*** Opening of Entries provided ***

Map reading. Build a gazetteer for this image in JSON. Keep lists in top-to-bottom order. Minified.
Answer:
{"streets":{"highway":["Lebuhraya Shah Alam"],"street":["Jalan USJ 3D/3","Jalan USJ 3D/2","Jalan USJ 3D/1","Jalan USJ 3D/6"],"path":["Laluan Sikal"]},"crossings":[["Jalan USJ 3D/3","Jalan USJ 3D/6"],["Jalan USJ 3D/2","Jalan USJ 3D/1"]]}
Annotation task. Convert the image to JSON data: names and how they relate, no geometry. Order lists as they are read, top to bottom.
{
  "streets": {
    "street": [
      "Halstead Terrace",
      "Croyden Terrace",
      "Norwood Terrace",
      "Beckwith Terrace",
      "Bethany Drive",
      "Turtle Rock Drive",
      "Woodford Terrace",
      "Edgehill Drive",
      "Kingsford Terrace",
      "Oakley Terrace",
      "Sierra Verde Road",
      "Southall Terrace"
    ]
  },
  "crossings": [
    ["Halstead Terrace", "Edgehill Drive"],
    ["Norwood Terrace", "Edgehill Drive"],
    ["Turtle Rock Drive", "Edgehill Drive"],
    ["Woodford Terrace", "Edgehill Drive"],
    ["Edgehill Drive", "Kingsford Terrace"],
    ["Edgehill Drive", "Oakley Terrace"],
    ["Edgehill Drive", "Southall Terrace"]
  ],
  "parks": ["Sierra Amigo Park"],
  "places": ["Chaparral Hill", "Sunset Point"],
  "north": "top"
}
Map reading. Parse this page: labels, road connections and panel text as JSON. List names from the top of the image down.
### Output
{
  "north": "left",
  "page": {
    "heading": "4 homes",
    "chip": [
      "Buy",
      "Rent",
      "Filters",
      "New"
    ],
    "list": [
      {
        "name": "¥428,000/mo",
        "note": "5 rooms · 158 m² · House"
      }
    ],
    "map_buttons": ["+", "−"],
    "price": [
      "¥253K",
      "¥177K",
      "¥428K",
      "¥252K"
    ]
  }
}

*** Close of Entries provided ***

[Exercise goal]:
Write the data above out again in full, exactly.

[Written response]:
Map reading. Build a gazetteer for this image in JSON. Keep lists in top-to-bottom order. Minified.
Answer:
{"streets":{"highway":["Lebuhraya Shah Alam"],"street":["Jalan USJ 3D/3","Jalan USJ 3D/2","Jalan USJ 3D/1","Jalan USJ 3D/6"],"path":["Laluan Sikal"]},"crossings":[["Jalan USJ 3D/3","Jalan USJ 3D/6"],["Jalan USJ 3D/2","Jalan USJ 3D/1"]]}
Annotation task. Convert the image to JSON data: names and how they relate, no geometry. Order lists as they are read, top to bottom.
{
  "streets": {
    "street": [
      "Halstead Terrace",
      "Croyden Terrace",
      "Norwood Terrace",
      "Beckwith Terrace",
      "Bethany Drive",
      "Turtle Rock Drive",
      "Woodford Terrace",
      "Edgehill Drive",
      "Kingsford Terrace",
      "Oakley Terrace",
      "Sierra Verde Road",
      "Southall Terrace"
    ]
  },
  "crossings": [
    ["Halstead Terrace", "Edgehill Drive"],
    ["Norwood Terrace", "Edgehill Drive"],
    ["Turtle Rock Drive", "Edgehill Drive"],
    ["Woodford Terrace", "Edgehill Drive"],
    ["Edgehill Drive", "Kingsford Terrace"],
    ["Edgehill Drive", "Oakley Terrace"],
    ["Edgehill Drive", "Southall Terrace"]
  ],
  "parks": ["Sierra Amigo Park"],
  "places": ["Chaparral Hill", "Sunset Point"],
  "north": "top"
}
Map reading. Parse this page: labels, road connections and panel text as JSON. List names from the top of the image down.
### Output
{
  "north": "left",
  "page": {
    "heading": "4 homes",
    "chip": [
      "Buy",
      "Rent",
      "Filters",
      "New"
    ],
    "list": [
      {
        "name": "¥428,000/mo",
        "note": "5 rooms · 158 m² · House"
      }
    ],
    "map_buttons": ["+", "−"],
    "price": [
      "¥253K",
      "¥177K",
      "¥428K",
      "¥252K"
    ]
  }
}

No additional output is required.